Extracted records ::
▼▼▼

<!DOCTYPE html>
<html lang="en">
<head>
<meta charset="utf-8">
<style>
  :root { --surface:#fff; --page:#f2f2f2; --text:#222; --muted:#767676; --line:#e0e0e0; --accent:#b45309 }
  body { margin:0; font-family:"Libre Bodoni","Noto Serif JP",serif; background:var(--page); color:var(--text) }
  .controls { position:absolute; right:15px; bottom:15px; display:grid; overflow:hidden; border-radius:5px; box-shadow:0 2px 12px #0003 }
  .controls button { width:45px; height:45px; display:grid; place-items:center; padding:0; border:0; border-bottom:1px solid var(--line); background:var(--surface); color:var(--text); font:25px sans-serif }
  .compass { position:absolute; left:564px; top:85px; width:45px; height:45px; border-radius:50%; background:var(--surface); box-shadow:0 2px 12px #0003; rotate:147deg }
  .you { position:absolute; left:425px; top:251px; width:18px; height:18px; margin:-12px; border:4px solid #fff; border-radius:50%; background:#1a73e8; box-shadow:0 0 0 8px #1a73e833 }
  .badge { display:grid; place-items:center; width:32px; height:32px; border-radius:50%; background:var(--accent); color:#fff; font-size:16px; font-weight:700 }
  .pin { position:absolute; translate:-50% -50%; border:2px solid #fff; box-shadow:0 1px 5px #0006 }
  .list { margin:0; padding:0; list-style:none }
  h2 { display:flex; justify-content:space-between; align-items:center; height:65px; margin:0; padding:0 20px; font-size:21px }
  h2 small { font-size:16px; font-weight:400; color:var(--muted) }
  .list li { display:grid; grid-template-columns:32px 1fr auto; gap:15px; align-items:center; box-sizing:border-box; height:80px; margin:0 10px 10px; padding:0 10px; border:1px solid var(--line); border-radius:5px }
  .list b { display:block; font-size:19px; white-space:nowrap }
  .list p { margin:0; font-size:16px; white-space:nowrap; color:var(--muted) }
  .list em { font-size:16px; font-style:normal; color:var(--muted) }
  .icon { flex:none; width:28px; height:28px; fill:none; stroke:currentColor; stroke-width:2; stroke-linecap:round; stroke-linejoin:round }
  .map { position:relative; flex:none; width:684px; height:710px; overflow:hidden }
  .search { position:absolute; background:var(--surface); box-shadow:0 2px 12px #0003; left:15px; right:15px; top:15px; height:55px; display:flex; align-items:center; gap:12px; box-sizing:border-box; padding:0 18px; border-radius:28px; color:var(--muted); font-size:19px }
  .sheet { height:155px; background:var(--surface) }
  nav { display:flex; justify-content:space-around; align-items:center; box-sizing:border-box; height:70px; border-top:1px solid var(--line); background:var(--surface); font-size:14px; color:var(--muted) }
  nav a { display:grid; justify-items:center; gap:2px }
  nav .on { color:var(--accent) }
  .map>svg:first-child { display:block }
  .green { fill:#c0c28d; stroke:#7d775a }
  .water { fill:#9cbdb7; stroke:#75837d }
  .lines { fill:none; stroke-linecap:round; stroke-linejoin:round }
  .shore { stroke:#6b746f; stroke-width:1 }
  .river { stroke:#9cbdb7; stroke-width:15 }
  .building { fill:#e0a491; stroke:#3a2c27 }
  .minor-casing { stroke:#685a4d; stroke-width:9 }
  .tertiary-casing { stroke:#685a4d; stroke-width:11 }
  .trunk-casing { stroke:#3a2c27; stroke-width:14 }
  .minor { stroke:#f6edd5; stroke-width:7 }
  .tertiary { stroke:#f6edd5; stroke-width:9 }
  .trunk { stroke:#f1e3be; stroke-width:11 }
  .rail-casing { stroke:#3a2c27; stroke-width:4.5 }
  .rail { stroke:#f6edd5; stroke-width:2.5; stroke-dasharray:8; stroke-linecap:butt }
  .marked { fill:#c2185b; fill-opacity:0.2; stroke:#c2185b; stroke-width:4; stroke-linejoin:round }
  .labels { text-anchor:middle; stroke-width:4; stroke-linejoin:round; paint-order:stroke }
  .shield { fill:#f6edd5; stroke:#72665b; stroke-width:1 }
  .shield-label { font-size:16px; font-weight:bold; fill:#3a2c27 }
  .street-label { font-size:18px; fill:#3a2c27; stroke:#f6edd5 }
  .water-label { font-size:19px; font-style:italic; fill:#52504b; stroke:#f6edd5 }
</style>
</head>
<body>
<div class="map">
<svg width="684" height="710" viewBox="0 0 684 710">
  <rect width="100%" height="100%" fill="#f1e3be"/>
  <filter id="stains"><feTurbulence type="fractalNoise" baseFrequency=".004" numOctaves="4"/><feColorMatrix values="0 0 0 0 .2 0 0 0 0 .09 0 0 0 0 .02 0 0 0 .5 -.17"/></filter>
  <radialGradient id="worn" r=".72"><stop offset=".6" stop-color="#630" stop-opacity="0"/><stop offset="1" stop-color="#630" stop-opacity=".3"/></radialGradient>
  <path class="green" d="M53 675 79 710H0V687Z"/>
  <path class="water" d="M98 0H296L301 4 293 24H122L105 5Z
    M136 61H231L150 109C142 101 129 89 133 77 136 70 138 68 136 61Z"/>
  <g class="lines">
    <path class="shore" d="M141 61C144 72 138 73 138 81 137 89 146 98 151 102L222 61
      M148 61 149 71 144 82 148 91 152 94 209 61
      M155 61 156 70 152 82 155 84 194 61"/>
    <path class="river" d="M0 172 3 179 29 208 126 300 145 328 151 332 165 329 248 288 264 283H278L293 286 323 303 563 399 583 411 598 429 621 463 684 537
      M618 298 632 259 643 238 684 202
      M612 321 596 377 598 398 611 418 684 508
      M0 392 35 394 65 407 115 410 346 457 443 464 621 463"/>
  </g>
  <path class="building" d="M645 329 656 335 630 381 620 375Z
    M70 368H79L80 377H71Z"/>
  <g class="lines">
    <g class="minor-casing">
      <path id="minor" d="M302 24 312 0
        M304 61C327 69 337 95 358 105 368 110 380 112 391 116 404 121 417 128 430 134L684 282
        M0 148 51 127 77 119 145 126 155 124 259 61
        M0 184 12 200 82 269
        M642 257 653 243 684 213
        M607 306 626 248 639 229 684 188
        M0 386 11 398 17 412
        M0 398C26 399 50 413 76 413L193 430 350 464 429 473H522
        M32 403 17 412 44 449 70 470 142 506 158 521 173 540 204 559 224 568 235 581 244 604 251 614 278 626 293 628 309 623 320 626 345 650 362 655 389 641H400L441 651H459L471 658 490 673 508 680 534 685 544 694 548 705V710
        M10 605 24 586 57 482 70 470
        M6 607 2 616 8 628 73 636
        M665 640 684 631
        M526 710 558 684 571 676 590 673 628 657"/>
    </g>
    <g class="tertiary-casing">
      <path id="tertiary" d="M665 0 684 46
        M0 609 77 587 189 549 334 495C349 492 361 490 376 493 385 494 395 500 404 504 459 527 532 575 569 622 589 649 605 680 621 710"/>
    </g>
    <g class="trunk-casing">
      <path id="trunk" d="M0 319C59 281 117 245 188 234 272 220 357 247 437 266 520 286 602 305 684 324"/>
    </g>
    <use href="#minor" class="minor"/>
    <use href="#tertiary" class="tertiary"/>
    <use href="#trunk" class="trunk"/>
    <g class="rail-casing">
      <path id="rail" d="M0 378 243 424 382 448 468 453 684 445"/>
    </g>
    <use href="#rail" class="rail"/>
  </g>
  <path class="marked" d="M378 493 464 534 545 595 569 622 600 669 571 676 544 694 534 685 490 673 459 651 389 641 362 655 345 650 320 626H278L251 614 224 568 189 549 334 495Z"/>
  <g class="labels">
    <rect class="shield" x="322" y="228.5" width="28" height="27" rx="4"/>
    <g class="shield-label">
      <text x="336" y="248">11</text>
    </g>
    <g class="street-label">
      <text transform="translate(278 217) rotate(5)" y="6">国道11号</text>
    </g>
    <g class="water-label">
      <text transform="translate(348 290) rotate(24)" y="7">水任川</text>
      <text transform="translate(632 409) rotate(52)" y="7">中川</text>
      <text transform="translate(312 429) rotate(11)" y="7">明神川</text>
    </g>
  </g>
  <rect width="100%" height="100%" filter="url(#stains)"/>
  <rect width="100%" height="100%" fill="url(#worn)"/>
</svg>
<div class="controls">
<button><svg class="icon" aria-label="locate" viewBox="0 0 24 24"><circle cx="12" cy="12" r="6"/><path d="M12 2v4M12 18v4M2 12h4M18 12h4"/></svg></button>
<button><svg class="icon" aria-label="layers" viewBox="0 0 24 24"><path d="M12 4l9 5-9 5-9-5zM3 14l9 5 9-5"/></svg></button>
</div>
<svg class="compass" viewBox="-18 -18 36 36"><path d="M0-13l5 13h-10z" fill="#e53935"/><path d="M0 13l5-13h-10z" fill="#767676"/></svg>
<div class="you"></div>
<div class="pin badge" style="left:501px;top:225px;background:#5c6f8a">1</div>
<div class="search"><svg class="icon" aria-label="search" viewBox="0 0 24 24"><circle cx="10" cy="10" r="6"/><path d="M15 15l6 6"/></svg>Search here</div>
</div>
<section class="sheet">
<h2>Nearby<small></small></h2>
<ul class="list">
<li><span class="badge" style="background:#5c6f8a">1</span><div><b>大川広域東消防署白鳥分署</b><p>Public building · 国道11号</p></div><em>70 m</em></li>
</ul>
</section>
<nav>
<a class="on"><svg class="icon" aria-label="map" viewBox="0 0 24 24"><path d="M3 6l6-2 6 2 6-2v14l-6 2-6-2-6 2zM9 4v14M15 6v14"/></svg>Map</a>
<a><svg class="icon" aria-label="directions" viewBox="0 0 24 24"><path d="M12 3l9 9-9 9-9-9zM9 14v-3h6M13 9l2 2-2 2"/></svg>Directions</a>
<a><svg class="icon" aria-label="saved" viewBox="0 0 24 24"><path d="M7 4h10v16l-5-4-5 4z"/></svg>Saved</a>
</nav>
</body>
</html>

▲▲▲

What the task requires :: Scan the listing above for the line that has "display:block; font-size:19px; white-space:nowrap", then copy exactly from that line through the line that has "fill:#f6edd5; stroke:#72665b; stroke-width:1".

Response area ::
  .list b { display:block; font-size:19px; white-space:nowrap }
  .list p { margin:0; font-size:16px; white-space:nowrap; color:var(--muted) }
  .list em { font-size:16px; font-style:normal; color:var(--muted) }
  .icon { flex:none; width:28px; height:28px; fill:none; stroke:currentColor; stroke-width:2; stroke-linecap:round; stroke-linejoin:round }
  .map { position:relative; flex:none; width:684px; height:710px; overflow:hidden }
  .search { position:absolute; background:var(--surface); box-shadow:0 2px 12px #0003; left:15px; right:15px; top:15px; height:55px; display:flex; align-items:center; gap:12px; box-sizing:border-box; padding:0 18px; border-radius:28px; color:var(--muted); font-size:19px }
  .sheet { height:155px; background:var(--surface) }
  nav { display:flex; justify-content:space-around; align-items:center; box-sizing:border-box; height:70px; border-top:1px solid var(--line); background:var(--surface); font-size:14px; color:var(--muted) }
  nav a { display:grid; justify-items:center; gap:2px }
  nav .on { color:var(--accent) }
  .map>svg:first-child { display:block }
  .green { fill:#c0c28d; stroke:#7d775a }
  .water { fill:#9cbdb7; stroke:#75837d }
  .lines { fill:none; stroke-linecap:round; stroke-linejoin:round }
  .shore { stroke:#6b746f; stroke-width:1 }
  .river { stroke:#9cbdb7; stroke-width:15 }
  .building { fill:#e0a491; stroke:#3a2c27 }
  .minor-casing { stroke:#685a4d; stroke-width:9 }
  .tertiary-casing { stroke:#685a4d; stroke-width:11 }
  .trunk-casing { stroke:#3a2c27; stroke-width:14 }
  .minor { stroke:#f6edd5; stroke-width:7 }
  .tertiary { stroke:#f6edd5; stroke-width:9 }
  .trunk { stroke:#f1e3be; stroke-width:11 }
  .rail-casing { stroke:#3a2c27; stroke-width:4.5 }
  .rail { stroke:#f6edd5; stroke-width:2.5; stroke-dasharray:8; stroke-linecap:butt }
  .marked { fill:#c2185b; fill-opacity:0.2; stroke:#c2185b; stroke-width:4; stroke-linejoin:round }
  .labels { text-anchor:middle; stroke-width:4; stroke-linejoin:round; paint-order:stroke }
  .shield { fill:#f6edd5; stroke:#72665b; stroke-width:1 }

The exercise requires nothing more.